We’re not even touching on the fact that an ideal model could film at an infinite sampling rate producing a perfect three-dimensional model – but the real world is nothing like this. Using the calculus-based concept of Direct Linear Transformation (DLT) – read up if you’re brave http://en.wikipedia.org/wiki/Direct_linear_transformation – we take multiple sources of video calibrated to a control object and can reconstruct a three-dimensional model of the pitcher. But there’s a loooooot of room for error here – the precision of the control object’s dimensions, the sampling rate of the cameras, the ability to synchronize the cameras together on a single frame…

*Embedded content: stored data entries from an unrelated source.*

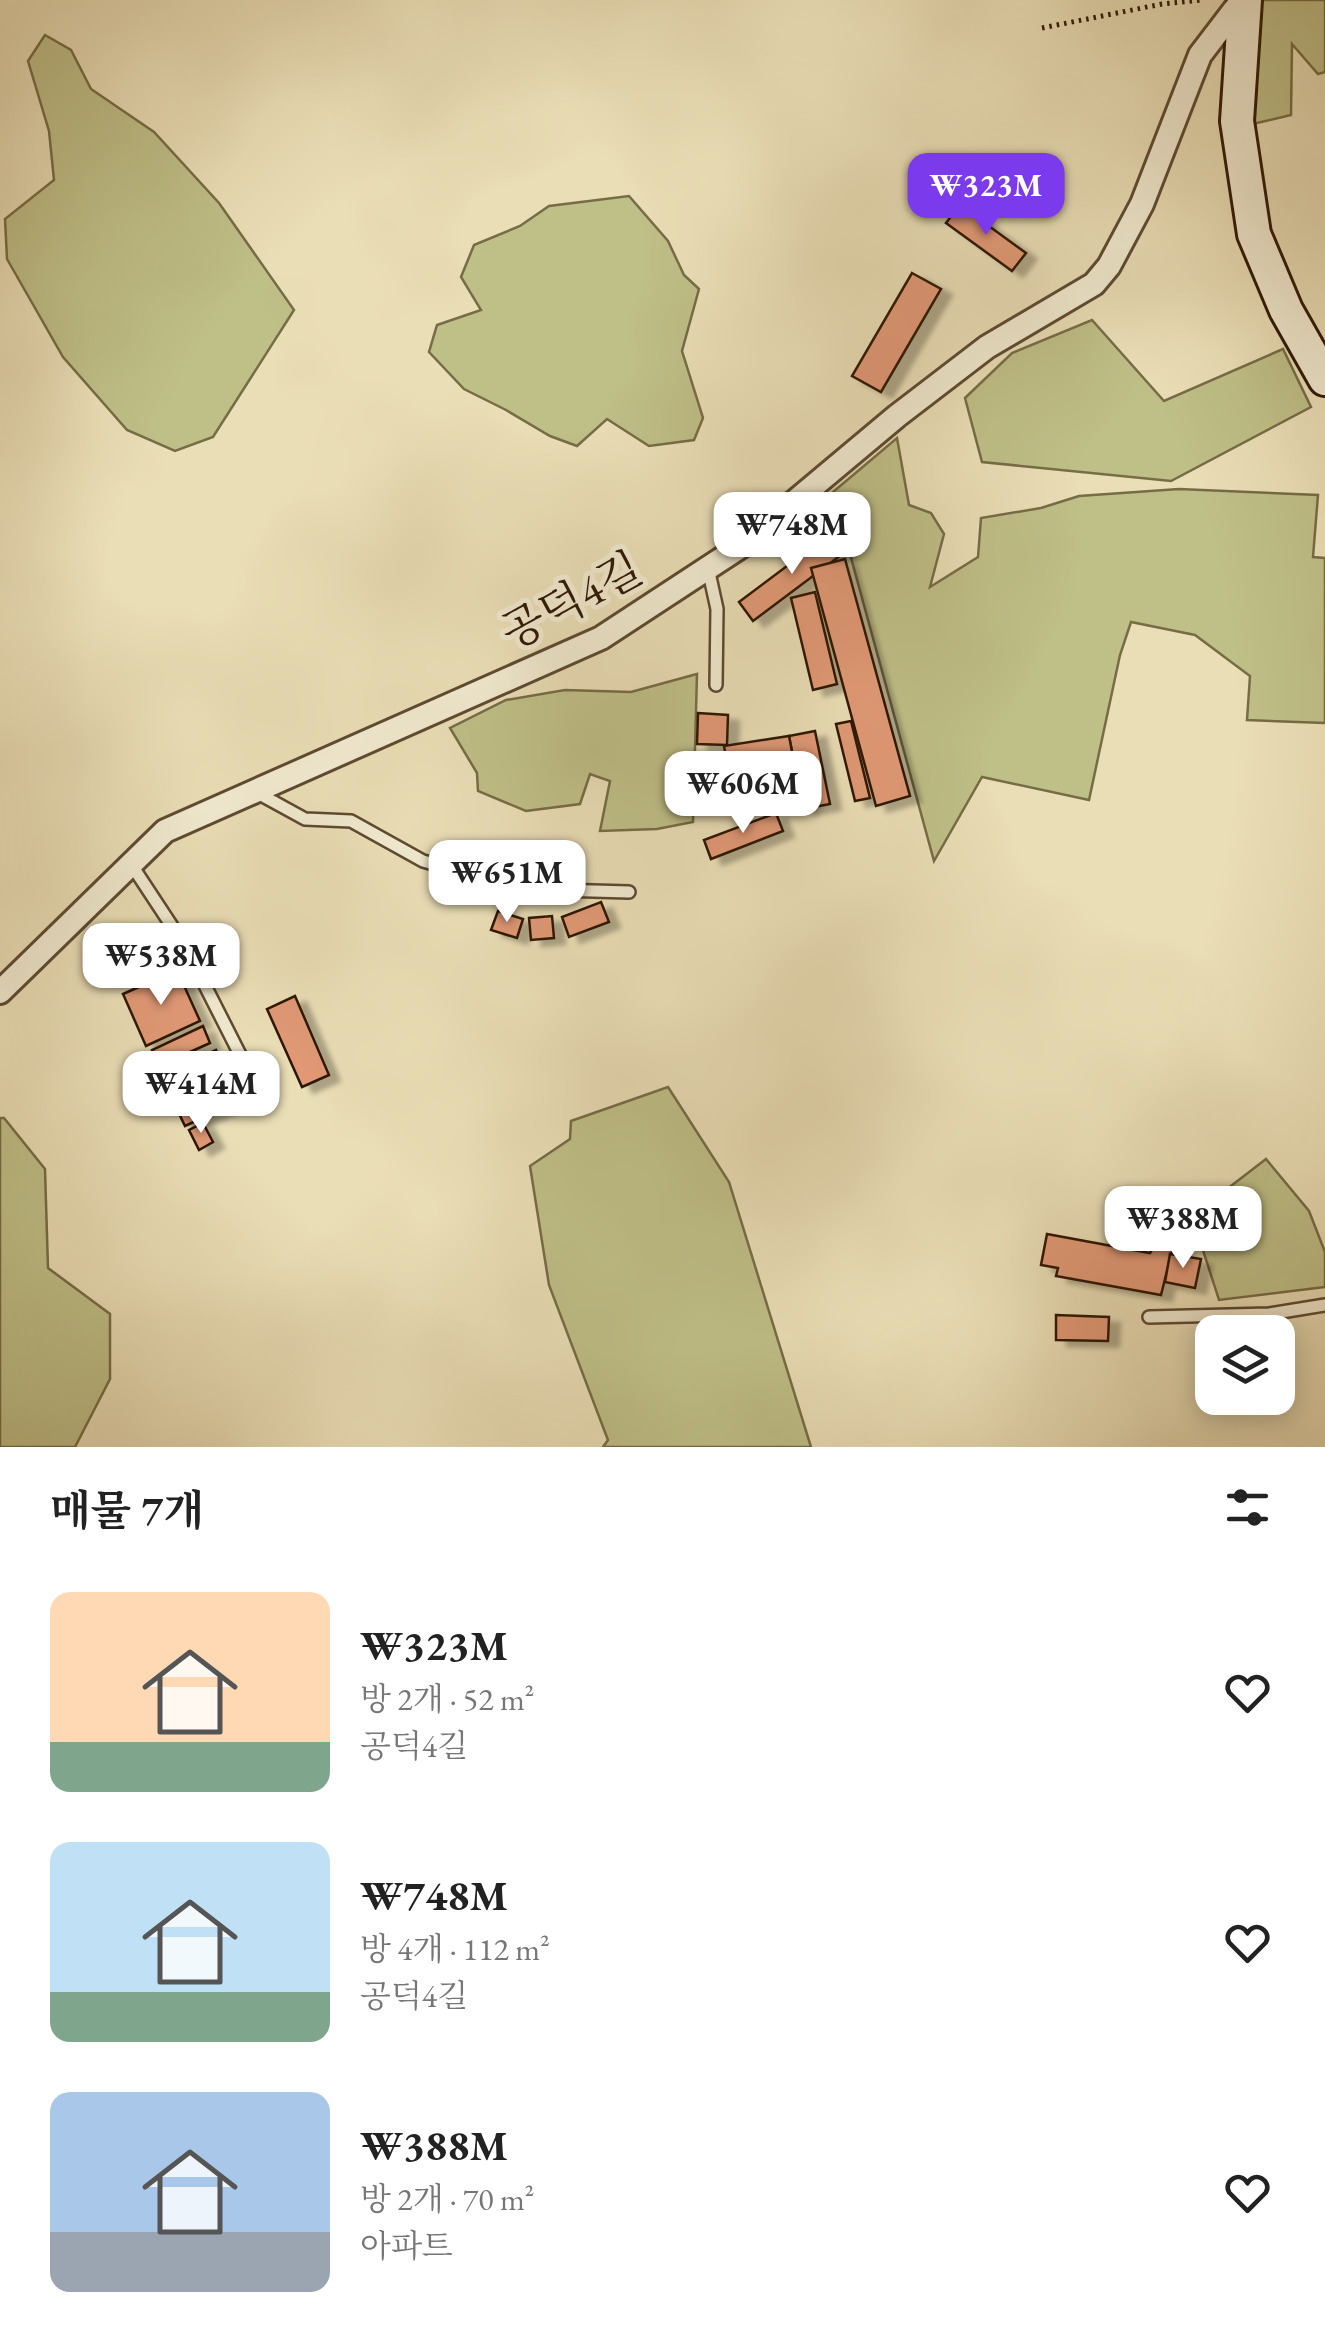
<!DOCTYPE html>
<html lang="ko">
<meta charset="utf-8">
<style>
:root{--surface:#fff;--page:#f6f6f6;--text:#222;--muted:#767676;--accent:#7c3aed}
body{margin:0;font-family:"EB Garamond","Noto Serif KR",serif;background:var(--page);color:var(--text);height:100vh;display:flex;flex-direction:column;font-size:38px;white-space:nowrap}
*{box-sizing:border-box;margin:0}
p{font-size:32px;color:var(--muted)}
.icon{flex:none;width:55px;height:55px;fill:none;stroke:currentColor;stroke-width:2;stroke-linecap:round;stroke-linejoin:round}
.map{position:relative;height:1447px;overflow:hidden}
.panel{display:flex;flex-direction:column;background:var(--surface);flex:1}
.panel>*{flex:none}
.buttons{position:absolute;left:1195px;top:1315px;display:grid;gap:20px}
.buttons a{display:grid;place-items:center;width:100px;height:100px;border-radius:20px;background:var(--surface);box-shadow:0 5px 25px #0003;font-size:50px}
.price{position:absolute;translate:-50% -85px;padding:0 22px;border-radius:20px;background:#fff;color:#222;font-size:32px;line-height:65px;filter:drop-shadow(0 2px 5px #0008)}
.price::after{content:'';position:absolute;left:50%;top:60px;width:30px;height:22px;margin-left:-15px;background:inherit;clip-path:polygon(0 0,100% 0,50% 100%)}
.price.current{background:var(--accent);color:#fff}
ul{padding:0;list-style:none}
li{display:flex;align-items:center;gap:30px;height:250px;padding:0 50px}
li span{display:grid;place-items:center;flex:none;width:280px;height:200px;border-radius:20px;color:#555}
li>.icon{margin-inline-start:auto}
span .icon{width:120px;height:120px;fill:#fffc;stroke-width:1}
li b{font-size:42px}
h2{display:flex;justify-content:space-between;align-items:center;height:120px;padding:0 50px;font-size:42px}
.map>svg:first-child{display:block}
.green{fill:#bfbf88;stroke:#766c46;stroke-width:2.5}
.building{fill:#e19976;stroke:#2e1805;stroke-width:2.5;filter:url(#shadow)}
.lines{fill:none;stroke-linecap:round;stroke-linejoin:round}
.lane-casing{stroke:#5d4a31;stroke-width:16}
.street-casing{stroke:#5d4a31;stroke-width:28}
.secondary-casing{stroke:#2e1805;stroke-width:38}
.path{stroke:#2e1805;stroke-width:5;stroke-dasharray:2.5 5;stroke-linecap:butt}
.lane{stroke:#f1ead0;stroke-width:11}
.street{stroke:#f1ead0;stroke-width:22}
.secondary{stroke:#f1ead0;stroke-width:32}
.labels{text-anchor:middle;stroke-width:10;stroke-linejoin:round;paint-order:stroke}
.street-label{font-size:45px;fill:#2e1805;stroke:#f1ead0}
</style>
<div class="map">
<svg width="1325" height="1447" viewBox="0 0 1325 1447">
<defs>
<filter id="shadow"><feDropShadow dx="11" dy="6" stdDeviation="2.5" flood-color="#0004"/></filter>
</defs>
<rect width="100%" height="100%" fill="#eadeb6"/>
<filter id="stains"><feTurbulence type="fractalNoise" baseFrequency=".002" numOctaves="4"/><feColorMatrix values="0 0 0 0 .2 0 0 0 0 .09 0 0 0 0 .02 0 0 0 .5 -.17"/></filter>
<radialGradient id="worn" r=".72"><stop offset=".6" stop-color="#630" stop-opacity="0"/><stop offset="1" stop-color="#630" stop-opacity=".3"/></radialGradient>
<g class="green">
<path d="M1255,0h70v72l-7,2 -26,-30 -1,71 -38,9 -1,-120z"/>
<path d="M45,35l26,15 20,39 63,43 65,71 75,107 -81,127 -38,14 -48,-21 -64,-73 -56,-98 -2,-40 49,-39 -5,-49 -21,-70z"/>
<path d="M629,196l39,45 16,34 15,14 -17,62 21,67 -9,22 -45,6 -42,-27 -30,27 -27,-10 -44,-26 -42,-21 -35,-37 8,-27 44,-15 -20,-33 13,-32 46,-19 29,-20z"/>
<path d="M1092,320l72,81 119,-52 28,58 -140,74 -189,-19 -17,-64 47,-45z"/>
<path d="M897,438l12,67 22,8 13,21 -14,53 48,-30 3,-39 60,-10 38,-12 100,-7 139,6 -5,62 12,1v165l-78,-3 3,-44 -55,-41 -64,-13 -11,33 -31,145 -107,-23 -48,84 -101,-369z"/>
<path d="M697,674l-4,148 -36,7 -57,2 10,-50 -20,-7 -10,30 -54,7 -48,-20 -1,-18 -27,-45 56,-28 59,-10 66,2z"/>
<path d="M668,1087l61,95 82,265h-208l5,-7 -59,-155 -19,-119 40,-27 1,-18z"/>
<path d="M0,1118h4l41,51 3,99 62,46v65l-35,68h-75z"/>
<path d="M1266,1159l43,52 16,41v35l-106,13 -27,-84z"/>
</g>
<g class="building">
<path d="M960,205l66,48 -14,18 -66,-48z"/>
<path d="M912,273l29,16 -60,103 -29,-16z"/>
<path d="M831,533l14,19 -92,69 -14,-19z"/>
<path d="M845,559l65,237 -34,10 -65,-238z"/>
<path d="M815,592l22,92 -24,6 -22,-92z"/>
<path d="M698,713l30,2 -1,30 -30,-1z"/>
<path d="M851,721l19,77 -15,3 -19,-77z"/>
<path d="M815,731l15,73 -27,5 -14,-73z"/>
<path d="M789,736l4,21h-13l-52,12 -4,-23z"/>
<path d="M780,757l9,38 -41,10 -3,-13 -37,9 -6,-26z"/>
<path d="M776,813l7,18 -72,28 -7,-19z"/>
<path d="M601,902l8,20 -40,15 -7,-20z"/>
<path d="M498,911l25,8 -6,19 -26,-8z"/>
<path d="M552,916l2,22 -23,2 -2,-22z"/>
<path d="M177,970l23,51 -54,25 -23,-52z"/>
<path d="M295,996l34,79 -27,12 -35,-78z"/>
<path d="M203,1026l7,17 -51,23 -7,-16z"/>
<path d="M216,1050l23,51 -54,25 -24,-50z"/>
<path d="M203,1123l10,19 -14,8 -10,-20z"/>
<path d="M1047,1234l103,19 7,-12 17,2 -13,52 -105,-19 2,-8 -17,-3z"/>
<path d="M1170,1254l31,5 -6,29 -30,-6z"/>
<path d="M1056,1315l53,2 -1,24 -52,-1z"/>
</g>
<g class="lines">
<g class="lane-casing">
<g id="lane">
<path d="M708,568l9,41 -1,76"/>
<path d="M254,791l51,28 46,2 72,40 99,28 107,3"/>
<path d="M131,864l54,82 76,150"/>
<path d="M1149,1317l120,-3 56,-9"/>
</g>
</g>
<g class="street-casing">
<path id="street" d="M0,992l165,-161 436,-193 142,-93 154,-129 90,-69 107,-63 15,-18 33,-62 58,-149 42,-55"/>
</g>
<g class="secondary-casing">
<path id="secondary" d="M1245,0l-8,121 17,113 32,76 39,69"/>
</g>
<path class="path" d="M1042,28l120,-24 39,-4"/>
<use href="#lane" class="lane"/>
<use href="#street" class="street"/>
<use href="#secondary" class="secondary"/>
</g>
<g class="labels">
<g class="street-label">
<text transform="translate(571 600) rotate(-28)" y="16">공덕4길</text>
</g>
</g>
<rect width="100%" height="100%" filter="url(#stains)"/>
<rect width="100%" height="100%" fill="url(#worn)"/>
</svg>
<div class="buttons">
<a><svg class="icon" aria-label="layers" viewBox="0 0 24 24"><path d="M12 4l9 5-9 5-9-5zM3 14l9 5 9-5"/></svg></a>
</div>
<b class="price current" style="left:986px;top:238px">₩323M</b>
<b class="price" style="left:792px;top:577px">₩748M</b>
<b class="price" style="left:743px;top:836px">₩606M</b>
<b class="price" style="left:507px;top:925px">₩651M</b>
<b class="price" style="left:161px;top:1008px">₩538M</b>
<b class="price" style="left:201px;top:1136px">₩414M</b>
<b class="price" style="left:1183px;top:1271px">₩388M</b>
</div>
<section class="panel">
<h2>매물 7개<svg class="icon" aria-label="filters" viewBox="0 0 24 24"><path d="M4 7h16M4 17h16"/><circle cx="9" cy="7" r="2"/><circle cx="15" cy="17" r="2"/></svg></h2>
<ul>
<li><span style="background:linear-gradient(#ffd9b3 75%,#7fa58c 0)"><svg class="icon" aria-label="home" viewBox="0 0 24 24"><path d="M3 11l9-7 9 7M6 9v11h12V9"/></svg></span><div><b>₩323M</b><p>방 2개 · 52 m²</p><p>공덕4길</p></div><svg class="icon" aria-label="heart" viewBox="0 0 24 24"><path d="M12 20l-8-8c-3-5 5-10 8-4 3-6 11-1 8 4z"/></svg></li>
<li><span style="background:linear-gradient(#bfe0f5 75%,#7fa58c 0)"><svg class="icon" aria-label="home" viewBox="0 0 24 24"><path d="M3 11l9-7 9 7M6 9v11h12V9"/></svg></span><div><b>₩748M</b><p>방 4개 · 112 m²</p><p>공덕4길</p></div><svg class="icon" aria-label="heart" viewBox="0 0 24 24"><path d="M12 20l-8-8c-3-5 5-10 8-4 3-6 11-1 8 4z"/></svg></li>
<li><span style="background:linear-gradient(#a9c7e8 70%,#9aa5b1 0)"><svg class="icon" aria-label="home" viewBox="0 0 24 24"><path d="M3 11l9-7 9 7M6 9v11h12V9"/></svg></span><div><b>₩388M</b><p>방 2개 · 70 m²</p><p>아파트</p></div><svg class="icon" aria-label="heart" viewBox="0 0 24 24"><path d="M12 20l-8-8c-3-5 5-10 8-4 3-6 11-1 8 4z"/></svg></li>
</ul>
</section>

It’s no stretch to say that this is very difficult stuff. Multiple Ph. D. candidates have contacted me asking me how far along my work has come, and when I tell them what I’m doing, all of them are shocked. Even the person running the motion capture laboratory at the University of Washington couldn’t believe what I was able to do with a handful of old research papers written by the original DLT theorists (Dr. Jesus Dapena and Michael Feltner).
So it’s a sole effort that I’m pushing forth, which is fun because it’s uncharted territory, but also very frustrating and terrible because I have no peers. This is not an egotistical statement; rather, it is a realistic one. Everyone performing biomechanics “research” have all moved on to labs costing hundreds of thousands of dollars while we’re still using equipment that would have been used in the 1990’s. As such, we need to do a lot more legwork. (When I say “we,” I mean my assistant and I.)